Ideas Matter: Civil Rights, Busing, and the War in Iraq

University of Virginia Professor of Religion Charles Marsh is one of my favorite writers. His books on the history and theology of the Civil Rights movement (including The Beloved Community, recently released) offer vivid arguments, wrapped in well-told stories, for why “ideas matter.” For example, in God’s Long Summer: Stories of Faith and Civil Rights, Marsh explores the mystery behind the fact that both civil rights marchers and leaders of the White Knights of the Ku Klux Klan claimed that it was devotion to Jesus Christ that motivated and informed their role in the struggle for (and against) racial justice in America. White, “Bible-believing” churches during the Civil Rights era often taught that the church should not involve itself in such “worldly matters” as race, politics, or social protest. Their silence provided cover for church members to participate in the KKK, believing that they were “purifying” a nation that had lost its way.
Well, such “worldly matters” have been dealt with and settled, haven’t they? Haven’t they? Then we read in today’s Rocky Mountain News about the re-segregation of Denver’s schools since the end of court-mandated busing, and are reminded once again that we’ve still got plenty of homework to do on the issue of race. But that’s for another discussion...
Marsh has an editorial in yesterday’s (January 20, 2006) New York Times called "Wayward Christian Soldiers." (The full article can be found here.) This time, however, Marsh has shifted his focus from civil rights to war in Iraq.
Marsh, who identifies himself as an evangelical, wonders how much the witness and integrity of the evangelical church have been damaged by our coziness with the highest levels of political power in the US generally, and by evangelical support for the war in Iraq in particular (87% support in 2003, and a still-high 68% today).
Marsh has been reading the sermons of well-known evangelical pastors in the days leading up to the Iraq war. Charles Stanley’s argument that "We should offer to serve the war effort in any way possible," was typical of what Marsh found in his study. It seems these pastors saw the war as opening up new opportunities for evangelism among Muslims, as well as a possible focal point for end-times events. As a professor of religion, Marsh was dismayed by how little theological reflection was demonstrated in these pro-war sermons. “The single common theme among the war sermons appeared to be this: our president is a real brother in Christ, and because he has discerned that God's will is for our nation to be at war against Iraq, we shall gloriously comply.” One exception to the rule is well-known British author, theologian and pastor John Stott, who believes that going to war without UN sanction was a moral error.

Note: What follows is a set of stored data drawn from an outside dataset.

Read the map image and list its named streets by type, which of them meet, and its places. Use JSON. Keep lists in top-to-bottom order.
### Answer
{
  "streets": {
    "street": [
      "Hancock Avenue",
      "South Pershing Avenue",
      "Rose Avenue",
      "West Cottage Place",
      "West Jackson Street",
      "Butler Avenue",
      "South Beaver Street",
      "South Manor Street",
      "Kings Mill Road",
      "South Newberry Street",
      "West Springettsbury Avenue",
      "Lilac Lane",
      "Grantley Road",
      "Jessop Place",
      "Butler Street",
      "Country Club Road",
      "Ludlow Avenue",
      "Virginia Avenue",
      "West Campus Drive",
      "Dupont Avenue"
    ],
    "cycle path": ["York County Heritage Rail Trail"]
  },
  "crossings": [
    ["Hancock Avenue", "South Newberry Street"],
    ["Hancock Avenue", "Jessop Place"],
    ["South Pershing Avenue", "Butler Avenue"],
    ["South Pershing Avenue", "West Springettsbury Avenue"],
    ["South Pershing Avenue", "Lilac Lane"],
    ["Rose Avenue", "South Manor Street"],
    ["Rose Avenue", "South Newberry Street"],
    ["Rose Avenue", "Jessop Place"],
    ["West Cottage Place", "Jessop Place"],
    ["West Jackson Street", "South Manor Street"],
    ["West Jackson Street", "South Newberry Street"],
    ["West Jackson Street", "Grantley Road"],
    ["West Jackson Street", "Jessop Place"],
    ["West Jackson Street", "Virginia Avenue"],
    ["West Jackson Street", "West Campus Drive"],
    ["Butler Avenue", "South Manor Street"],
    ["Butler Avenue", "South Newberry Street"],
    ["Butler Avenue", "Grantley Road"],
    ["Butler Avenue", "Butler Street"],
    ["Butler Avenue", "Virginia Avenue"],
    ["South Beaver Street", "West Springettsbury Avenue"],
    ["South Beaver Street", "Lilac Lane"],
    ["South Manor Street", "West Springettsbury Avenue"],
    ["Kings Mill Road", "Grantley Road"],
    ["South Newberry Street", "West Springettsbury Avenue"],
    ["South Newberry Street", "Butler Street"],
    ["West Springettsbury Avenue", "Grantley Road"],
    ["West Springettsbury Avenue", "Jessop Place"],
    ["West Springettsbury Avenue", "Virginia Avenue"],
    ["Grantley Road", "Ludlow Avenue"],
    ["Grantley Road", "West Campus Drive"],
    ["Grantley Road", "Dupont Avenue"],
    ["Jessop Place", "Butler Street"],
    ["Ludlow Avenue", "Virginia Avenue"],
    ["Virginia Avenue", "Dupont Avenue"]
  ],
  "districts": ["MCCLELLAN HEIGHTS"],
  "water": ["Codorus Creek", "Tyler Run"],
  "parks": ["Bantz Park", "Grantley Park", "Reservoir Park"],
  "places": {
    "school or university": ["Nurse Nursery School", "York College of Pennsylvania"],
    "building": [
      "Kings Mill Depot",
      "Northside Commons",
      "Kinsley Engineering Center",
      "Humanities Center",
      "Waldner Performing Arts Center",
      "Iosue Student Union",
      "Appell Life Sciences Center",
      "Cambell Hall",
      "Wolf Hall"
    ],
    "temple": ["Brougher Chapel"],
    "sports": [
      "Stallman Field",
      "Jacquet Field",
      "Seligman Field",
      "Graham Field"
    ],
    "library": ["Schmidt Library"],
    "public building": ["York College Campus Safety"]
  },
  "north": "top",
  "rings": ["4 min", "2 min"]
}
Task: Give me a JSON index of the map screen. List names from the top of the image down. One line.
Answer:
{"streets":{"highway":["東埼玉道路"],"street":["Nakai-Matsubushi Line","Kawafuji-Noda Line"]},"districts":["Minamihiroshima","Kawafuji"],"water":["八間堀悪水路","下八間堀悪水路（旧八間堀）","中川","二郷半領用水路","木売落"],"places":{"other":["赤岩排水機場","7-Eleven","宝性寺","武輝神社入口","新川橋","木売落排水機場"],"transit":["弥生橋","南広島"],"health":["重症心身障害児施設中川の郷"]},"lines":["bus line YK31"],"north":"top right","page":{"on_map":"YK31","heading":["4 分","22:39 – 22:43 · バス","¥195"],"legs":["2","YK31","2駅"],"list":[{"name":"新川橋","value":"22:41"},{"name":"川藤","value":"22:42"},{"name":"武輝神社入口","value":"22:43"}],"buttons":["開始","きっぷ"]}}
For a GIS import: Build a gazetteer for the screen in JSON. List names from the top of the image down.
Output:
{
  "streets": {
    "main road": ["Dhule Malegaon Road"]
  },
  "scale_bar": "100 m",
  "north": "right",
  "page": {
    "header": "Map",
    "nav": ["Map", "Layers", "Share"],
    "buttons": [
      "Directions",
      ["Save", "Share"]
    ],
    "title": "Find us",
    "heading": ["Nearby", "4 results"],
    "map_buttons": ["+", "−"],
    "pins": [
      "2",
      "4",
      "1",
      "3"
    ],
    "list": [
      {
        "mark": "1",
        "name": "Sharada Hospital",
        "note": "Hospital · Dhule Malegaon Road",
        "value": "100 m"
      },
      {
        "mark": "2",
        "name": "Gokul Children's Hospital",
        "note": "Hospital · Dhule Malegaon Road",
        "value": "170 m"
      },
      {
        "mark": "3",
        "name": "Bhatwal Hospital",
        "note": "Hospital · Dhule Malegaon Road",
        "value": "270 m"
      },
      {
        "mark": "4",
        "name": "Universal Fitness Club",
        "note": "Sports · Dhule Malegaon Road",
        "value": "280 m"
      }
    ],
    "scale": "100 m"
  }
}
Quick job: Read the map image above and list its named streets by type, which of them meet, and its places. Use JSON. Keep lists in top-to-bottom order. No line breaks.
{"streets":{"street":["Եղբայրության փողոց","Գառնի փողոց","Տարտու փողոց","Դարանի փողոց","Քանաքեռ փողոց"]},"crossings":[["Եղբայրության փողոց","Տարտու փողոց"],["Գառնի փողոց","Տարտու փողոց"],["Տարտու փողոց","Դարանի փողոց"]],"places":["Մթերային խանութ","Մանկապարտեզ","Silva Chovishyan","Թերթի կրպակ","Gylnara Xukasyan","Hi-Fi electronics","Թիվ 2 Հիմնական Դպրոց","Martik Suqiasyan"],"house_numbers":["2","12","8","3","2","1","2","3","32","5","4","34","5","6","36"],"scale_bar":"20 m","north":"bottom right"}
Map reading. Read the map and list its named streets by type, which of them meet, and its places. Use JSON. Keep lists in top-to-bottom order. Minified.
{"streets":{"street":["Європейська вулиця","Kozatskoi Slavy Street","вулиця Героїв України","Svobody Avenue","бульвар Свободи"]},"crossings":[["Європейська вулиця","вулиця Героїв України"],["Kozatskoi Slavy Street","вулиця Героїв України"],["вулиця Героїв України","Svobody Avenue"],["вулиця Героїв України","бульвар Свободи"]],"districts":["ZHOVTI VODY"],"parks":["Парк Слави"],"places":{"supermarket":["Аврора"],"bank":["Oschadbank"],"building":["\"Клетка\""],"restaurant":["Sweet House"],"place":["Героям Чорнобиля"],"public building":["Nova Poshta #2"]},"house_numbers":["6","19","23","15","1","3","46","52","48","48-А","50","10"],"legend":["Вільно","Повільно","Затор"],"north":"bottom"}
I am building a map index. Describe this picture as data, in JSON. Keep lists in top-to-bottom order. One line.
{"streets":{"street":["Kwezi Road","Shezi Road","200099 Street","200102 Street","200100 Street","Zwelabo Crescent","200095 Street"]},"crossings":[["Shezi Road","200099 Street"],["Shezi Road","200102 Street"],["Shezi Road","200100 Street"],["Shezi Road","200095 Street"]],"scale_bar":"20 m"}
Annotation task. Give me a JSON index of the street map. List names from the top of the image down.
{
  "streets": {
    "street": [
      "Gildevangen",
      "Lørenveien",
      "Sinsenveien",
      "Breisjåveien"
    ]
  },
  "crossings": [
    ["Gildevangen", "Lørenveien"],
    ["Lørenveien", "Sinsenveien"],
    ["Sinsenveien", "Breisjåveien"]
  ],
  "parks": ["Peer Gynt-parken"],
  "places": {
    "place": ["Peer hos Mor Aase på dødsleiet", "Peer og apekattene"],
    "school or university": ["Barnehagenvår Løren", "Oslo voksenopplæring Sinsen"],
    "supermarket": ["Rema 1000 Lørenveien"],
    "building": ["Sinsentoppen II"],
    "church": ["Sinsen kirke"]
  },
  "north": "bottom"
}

Full disclosure: I was, and remain, torn about the war. I’m frustrated by my own indecisiveness on the issue, which is not for any lack of effort or study. I’ve felt cursed by an ability to appreciate both sides of the issue, while being offended by the extreme views of both left and right – and by the dearth of meaningful theological reflection on the reasons Christians chose one side or the other. Yet all my own reflection has left me hovering somewhere in the middle. Truthfully, I tilt toward opposition to the war, but recognize that a very grave situation existed that demanded some sort of action.
Marsh’s final words in today’s NYT certainly are challenging me to end my neutrality, however belatedly; “What will it take for evangelicals in the United States to recognize our mistaken loyalty? We have increasingly isolated ourselves from the shared faith of the global Church, and there is no denying that our Faustian bargain for access and power has undermined the credibility of our moral and evangelistic witness in the world. The Hebrew prophets might call us to repentance, but repentance is a tough demand for a people utterly convinced of their righteousness.”
Comments
Man, if that line doesn't put a person in mind of working out their salvation in fear and trembling...
Also a good reminder about the role and relationship we have with the global church... a very different thing from the global political community in terms of root loyalties, isn't it?
Posted by: Pete Gall | January 21, 2006 04:11 PM
Jeff...thanks. Keep those kind of hard, but extra important, thoughts coming. I need them...as do others!
Posted by: Wes Roberts | January 22, 2006 10:51 AM
As an Australian christian who watches how the 'mega-western-churches'set the missions and theological agendas for the masses at the peril of loosing sight of being a true disciple of Jesus Christ.
We come to the cross to die to self and live that others may live.
I would love someone to define what the faith of the Global church might look like.
A re-visit to the "Prayer of Horrors'... do include Matt. 6:14-15 (also known as the Lord's Prayer).
I have just produced a plaque reminding the Australian Aboriginal Church that both confesses and requests they forgive my ancestors (and asking for our family curse be lifted)because my Great Great Grandparents threw live Aboriginal men, women and children into the land-clearing fires of the late 1800-1900's.
These native peoples had forgiven me publicly and now this (my) generation and my grandchildren can embrace freely the true world church and lay our lives down for the "who-so-evers".